Fukuoka City is an amazing, vibrant place. Plenty to see and
do, with a rich, diverse community of foreigners living and working
here. Fukuoka City is actually made up of several smaller cities,
all absorbed into one, most notably Hakata, which was founded
well over 1000 years ago and was the site of the Mongol Invasions
of Japan in the late 13th century.
The hotspot of Fukuoka City is the Tenjin district, with so much
to see and do that after three years I still had plenty to discover.
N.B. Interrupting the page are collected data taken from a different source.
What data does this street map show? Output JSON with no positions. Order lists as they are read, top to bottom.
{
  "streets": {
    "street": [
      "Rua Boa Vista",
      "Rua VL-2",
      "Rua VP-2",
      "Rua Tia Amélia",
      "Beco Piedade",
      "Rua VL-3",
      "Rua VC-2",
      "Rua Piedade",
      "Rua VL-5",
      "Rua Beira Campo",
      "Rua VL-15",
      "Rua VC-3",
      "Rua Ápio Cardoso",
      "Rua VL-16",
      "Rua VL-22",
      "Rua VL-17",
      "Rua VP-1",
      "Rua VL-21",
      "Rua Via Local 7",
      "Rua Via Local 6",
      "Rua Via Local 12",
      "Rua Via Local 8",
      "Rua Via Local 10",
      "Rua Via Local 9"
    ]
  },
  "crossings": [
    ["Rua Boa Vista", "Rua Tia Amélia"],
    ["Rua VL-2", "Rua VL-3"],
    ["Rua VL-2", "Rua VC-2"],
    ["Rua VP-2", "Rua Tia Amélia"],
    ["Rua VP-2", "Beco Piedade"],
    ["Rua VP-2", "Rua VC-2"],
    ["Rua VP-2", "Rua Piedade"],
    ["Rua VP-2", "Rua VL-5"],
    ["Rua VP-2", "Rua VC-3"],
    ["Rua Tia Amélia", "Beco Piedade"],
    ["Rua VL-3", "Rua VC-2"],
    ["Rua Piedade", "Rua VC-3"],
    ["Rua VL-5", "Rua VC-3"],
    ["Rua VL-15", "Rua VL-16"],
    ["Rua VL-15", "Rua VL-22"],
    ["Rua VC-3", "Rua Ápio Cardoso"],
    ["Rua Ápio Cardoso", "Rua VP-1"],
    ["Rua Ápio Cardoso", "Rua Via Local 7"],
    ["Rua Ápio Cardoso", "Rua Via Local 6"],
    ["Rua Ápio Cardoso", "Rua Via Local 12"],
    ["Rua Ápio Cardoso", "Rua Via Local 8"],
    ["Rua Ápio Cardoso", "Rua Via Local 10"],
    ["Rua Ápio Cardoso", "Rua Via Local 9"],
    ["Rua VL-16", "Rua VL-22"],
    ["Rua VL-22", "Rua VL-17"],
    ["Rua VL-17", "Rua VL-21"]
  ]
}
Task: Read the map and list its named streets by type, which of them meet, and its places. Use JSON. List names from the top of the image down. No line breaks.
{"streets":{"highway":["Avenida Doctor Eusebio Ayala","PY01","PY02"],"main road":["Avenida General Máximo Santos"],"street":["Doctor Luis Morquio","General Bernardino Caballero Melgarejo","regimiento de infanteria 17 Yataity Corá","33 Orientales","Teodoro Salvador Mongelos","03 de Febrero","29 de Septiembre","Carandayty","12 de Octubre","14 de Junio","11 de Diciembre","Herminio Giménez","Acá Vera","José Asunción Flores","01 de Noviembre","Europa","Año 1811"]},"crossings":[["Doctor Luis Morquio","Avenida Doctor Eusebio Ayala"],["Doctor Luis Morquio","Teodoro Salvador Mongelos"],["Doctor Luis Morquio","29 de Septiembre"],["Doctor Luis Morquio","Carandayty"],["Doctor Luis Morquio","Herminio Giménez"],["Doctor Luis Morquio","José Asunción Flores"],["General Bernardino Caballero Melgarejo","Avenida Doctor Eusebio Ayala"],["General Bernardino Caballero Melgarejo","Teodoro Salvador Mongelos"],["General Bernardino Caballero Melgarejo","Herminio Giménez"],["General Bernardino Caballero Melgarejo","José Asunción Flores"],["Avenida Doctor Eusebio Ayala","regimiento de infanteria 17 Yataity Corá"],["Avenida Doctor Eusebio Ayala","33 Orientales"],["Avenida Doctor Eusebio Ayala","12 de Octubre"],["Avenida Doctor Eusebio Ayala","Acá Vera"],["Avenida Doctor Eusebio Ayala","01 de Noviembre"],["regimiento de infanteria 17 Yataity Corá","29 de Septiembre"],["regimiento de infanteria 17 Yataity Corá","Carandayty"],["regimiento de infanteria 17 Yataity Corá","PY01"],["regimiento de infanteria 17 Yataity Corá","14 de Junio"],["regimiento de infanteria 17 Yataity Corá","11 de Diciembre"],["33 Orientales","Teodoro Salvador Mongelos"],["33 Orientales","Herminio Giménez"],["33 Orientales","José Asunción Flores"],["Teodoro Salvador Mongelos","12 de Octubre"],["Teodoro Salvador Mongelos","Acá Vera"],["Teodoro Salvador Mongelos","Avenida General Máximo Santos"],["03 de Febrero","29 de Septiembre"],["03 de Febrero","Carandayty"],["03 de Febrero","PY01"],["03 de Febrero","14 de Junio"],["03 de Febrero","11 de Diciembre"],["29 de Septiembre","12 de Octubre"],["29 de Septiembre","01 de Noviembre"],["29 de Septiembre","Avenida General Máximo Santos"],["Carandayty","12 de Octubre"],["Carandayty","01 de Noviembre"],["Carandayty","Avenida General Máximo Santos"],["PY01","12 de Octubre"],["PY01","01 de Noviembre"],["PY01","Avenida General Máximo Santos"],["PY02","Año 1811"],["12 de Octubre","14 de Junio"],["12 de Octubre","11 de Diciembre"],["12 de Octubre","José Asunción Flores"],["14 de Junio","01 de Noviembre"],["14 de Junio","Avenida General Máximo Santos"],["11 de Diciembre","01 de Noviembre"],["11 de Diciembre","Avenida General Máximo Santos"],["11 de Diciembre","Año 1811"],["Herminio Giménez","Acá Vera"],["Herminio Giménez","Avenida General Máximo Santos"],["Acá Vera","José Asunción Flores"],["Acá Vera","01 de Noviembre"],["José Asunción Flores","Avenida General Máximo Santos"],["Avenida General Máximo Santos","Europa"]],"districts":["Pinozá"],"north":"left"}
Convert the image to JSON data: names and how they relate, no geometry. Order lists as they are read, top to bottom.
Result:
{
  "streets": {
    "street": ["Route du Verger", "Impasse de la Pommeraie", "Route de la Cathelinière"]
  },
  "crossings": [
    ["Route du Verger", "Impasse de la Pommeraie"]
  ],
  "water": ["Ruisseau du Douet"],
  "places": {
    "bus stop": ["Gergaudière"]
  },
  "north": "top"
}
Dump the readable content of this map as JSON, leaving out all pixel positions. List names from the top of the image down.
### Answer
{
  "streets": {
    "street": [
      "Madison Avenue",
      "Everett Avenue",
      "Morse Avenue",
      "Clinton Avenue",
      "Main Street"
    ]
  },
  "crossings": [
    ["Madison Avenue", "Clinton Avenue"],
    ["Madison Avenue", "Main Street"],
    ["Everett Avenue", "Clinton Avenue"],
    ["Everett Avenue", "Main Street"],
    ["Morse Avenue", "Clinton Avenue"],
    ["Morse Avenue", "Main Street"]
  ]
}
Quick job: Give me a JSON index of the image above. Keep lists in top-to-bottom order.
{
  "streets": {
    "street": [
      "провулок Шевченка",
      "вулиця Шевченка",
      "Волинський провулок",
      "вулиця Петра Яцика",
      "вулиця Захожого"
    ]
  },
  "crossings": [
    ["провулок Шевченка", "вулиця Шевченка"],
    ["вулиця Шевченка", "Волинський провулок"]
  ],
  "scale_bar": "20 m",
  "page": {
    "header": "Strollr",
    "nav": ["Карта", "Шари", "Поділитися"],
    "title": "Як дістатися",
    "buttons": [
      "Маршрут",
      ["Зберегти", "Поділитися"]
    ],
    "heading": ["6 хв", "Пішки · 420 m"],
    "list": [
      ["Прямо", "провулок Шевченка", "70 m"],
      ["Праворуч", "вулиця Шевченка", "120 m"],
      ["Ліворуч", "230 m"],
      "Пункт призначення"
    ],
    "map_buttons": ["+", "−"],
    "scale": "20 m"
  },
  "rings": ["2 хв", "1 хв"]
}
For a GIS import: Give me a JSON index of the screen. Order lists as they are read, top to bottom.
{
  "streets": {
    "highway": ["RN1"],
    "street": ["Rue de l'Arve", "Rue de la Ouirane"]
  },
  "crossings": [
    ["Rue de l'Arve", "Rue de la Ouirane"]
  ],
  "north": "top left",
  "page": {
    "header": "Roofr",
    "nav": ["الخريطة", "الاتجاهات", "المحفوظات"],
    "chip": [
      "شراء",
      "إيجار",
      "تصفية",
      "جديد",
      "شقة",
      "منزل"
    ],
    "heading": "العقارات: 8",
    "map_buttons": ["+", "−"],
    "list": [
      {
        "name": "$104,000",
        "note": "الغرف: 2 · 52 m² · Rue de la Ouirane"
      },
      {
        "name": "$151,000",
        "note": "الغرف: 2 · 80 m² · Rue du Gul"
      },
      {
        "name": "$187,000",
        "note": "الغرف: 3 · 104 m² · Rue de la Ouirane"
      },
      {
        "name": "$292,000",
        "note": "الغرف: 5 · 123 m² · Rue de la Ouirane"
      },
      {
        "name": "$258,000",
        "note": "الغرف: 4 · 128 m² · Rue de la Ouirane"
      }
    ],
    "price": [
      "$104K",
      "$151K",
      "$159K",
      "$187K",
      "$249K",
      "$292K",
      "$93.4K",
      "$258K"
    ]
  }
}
Shops, department stores, restaurants, clubs, karaoke bars, pachinko
parlors, arcades, and bars, everywhere, on multiple levels above
and below ground. And, oh yes, the street-side yatai,
offering up steaming bowls to Fukuoka's famous ramen noodles until
the wee hours of the morning.
This is the remains of Fukuoka Castle. There is nothing left
of it now except walls, but the complex is very large, multi-tiered,
and fascinating to walk through. This is the entrance.
This is where the central keep would have sat. A local told me
that the castle was destroyed in WWII, and hasn't been rebuilt.
The view from the top of the castle affords and impressive view
of the city. In the distance, is Fukuoka Dome, where the Fukuoka
Softbank Hawks, perennially one of the top two or three teams
in Japan, play baseball.
Here's a distant view of a Fukuoka landmark, Fukuoka Tower.
Here are some shots from Fukuoka pier after dark, looking back
toward Tenjin. In retrospect, it probably wasn't too safe to be
out there alone, and I do mean alone, after dark.
Modern-day Hakata Bay.
Fukuoka Tower, in two bites.
Near Fukuoka Tower is the Fukuoka City Museum. This is a model
of a boat that similar to those that used to ply the waters between
Japan, China, and Korea during the medieval period.